Mixing scripts (Re: Unicode versions (Re: Criteria forexceptional characters))

Michael Everson everson at evertype.com
Mon Dec 25 11:59:35 CET 2006


At 13:46 +0900 2006-12-25, Martin Duerst wrote:

>  >No, John, I am not talking about binary 
>sorting. I'm talking about one letter that would 
>have to be in two places at the same time.
>  >
>  >Consider a list of personal names in Kurdish. 
>Some in Latin, some in Cyrillic. You want to 
>sort them. It's a single language. There is only 
>one W available.
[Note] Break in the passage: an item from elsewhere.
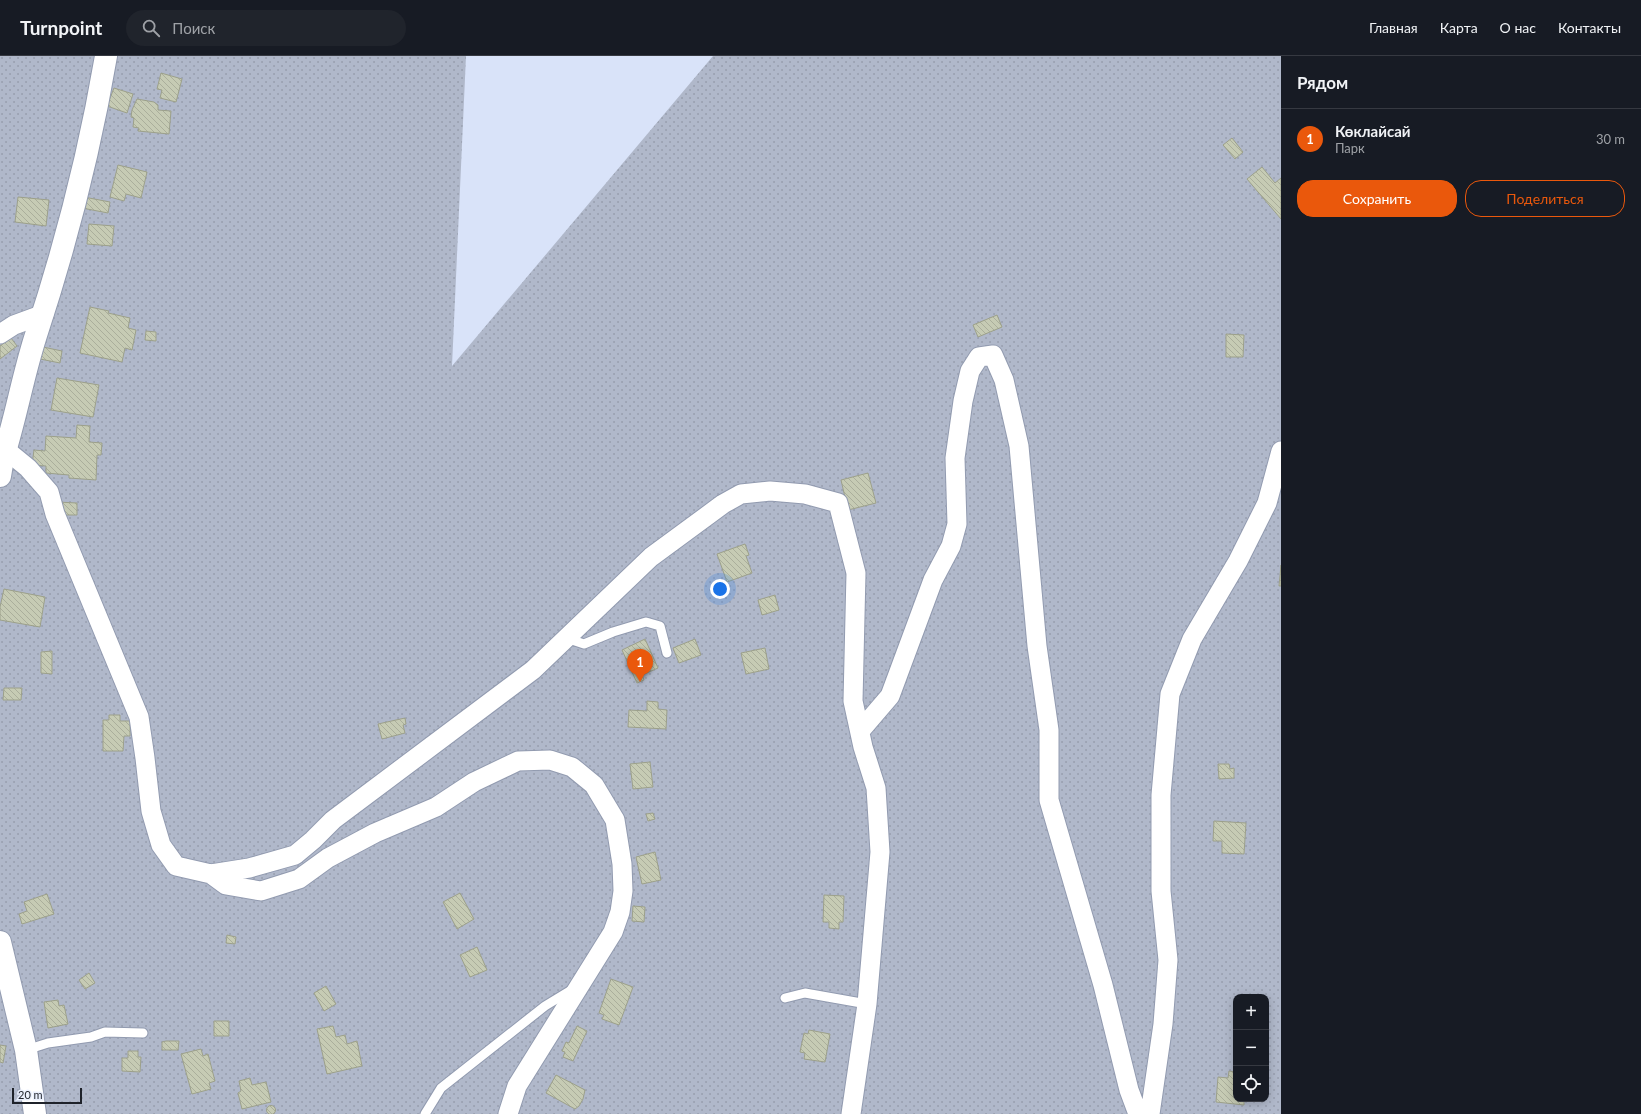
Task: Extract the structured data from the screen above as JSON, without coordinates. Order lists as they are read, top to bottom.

How will you sort the names 
>beginning with W? They will all interfile, Latin 
>and Cyrillic, at Latin W.
>
>I consider this a bad example. There is quite 
>some chance that people would prefer a mixed 
>list, so that they don't have to look up a name 
>in two places if they don't know if it's written 
>in Cyrillic or Latin.

I don't think you have thought this through. 
Russian Kurds consider Aa Ee Oo Öö Schwa Qq Ww to 
be Cyrillic letters, and the behaviour they will 
get in a monolingual multiscript sort will be 
that Latin Aa Ee Oo Öö Schwa Qq Ww will sort as 
Latin, Cyrillic Aa Ee Oo Öö Schwa Qq will sort as 
Cyrillic, but as there is not a Cyrillic Ww yet 
all those names will be interfiled with Latin. 
There is NO chance that people would prefer a 
mixed list for that letter.

>But more fundamentally, if there are one or two 'foreign script'
>letters in context (i.e. you don't have any Kurds named "Mr. W",
>the actual sorting is still possible: Just check all the Ws, and
>the characters around them, and change the Ws surrounded by
>Cyrillic characters to some internally assigned "Cyrillic W" code.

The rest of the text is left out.